Exercise
Nothing in the data should be left out, so repeat it all exactly.

.....

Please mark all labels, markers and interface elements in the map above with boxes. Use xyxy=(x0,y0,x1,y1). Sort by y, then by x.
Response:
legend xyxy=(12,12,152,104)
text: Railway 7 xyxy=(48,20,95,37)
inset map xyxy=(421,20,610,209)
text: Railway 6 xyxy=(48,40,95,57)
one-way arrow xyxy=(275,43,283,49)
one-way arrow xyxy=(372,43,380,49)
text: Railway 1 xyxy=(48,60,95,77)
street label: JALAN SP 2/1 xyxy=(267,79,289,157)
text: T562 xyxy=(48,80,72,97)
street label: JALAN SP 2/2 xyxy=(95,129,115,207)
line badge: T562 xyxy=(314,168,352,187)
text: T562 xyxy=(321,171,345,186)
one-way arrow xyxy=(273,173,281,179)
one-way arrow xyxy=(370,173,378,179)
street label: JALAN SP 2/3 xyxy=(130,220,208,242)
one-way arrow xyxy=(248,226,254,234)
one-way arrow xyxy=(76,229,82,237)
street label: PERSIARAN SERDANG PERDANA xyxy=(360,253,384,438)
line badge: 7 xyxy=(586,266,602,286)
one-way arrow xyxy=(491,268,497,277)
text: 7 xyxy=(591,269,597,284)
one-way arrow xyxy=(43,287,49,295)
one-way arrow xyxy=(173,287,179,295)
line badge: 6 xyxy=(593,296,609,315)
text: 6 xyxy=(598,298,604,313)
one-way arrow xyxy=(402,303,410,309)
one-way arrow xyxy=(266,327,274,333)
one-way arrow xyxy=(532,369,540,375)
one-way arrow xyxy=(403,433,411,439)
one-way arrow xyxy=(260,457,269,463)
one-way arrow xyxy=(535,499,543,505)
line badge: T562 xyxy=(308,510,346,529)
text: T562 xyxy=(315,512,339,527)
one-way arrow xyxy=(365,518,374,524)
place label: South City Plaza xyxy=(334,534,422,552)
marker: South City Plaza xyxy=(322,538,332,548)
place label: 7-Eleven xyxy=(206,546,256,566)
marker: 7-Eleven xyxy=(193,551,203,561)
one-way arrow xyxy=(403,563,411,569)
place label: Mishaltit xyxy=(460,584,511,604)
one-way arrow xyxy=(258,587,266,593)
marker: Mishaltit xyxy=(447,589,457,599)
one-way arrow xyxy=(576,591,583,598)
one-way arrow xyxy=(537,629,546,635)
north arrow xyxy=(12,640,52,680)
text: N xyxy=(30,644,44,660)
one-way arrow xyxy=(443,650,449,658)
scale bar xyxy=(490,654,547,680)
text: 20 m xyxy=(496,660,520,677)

.....

Task answer
Please mark all labels, markers and interface elements in the map above with boxes. Use xyxy=(x0,y0,x1,y1). Sort by y, then by x.
Response:
legend xyxy=(12,12,152,104)
text: Railway 7 xyxy=(48,20,95,37)
inset map xyxy=(421,20,610,209)
text: Railway 6 xyxy=(48,40,95,57)
one-way arrow xyxy=(275,43,283,49)
one-way arrow xyxy=(372,43,380,49)
text: Railway 1 xyxy=(48,60,95,77)
street label: JALAN SP 2/1 xyxy=(267,79,289,157)
text: T562 xyxy=(48,80,72,97)
street label: JALAN SP 2/2 xyxy=(95,129,115,207)
line badge: T562 xyxy=(314,168,352,187)
text: T562 xyxy=(321,171,345,186)
one-way arrow xyxy=(273,173,281,179)
one-way arrow xyxy=(370,173,378,179)
street label: JALAN SP 2/3 xyxy=(130,220,208,242)
one-way arrow xyxy=(248,226,254,234)
one-way arrow xyxy=(76,229,82,237)
street label: PERSIARAN SERDANG PERDANA xyxy=(360,253,384,438)
line badge: 7 xyxy=(586,266,602,286)
one-way arrow xyxy=(491,268,497,277)
text: 7 xyxy=(591,269,597,284)
one-way arrow xyxy=(43,287,49,295)
one-way arrow xyxy=(173,287,179,295)
line badge: 6 xyxy=(593,296,609,315)
text: 6 xyxy=(598,298,604,313)
one-way arrow xyxy=(402,303,410,309)
one-way arrow xyxy=(266,327,274,333)
one-way arrow xyxy=(532,369,540,375)
one-way arrow xyxy=(403,433,411,439)
one-way arrow xyxy=(260,457,269,463)
one-way arrow xyxy=(535,499,543,505)
line badge: T562 xyxy=(308,510,346,529)
text: T562 xyxy=(315,512,339,527)
one-way arrow xyxy=(365,518,374,524)
place label: South City Plaza xyxy=(334,534,422,552)
marker: South City Plaza xyxy=(322,538,332,548)
place label: 7-Eleven xyxy=(206,546,256,566)
marker: 7-Eleven xyxy=(193,551,203,561)
one-way arrow xyxy=(403,563,411,569)
place label: Mishaltit xyxy=(460,584,511,604)
one-way arrow xyxy=(258,587,266,593)
marker: Mishaltit xyxy=(447,589,457,599)
one-way arrow xyxy=(576,591,583,598)
one-way arrow xyxy=(537,629,546,635)
north arrow xyxy=(12,640,52,680)
text: N xyxy=(30,644,44,660)
one-way arrow xyxy=(443,650,449,658)
scale bar xyxy=(490,654,547,680)
text: 20 m xyxy=(496,660,520,677)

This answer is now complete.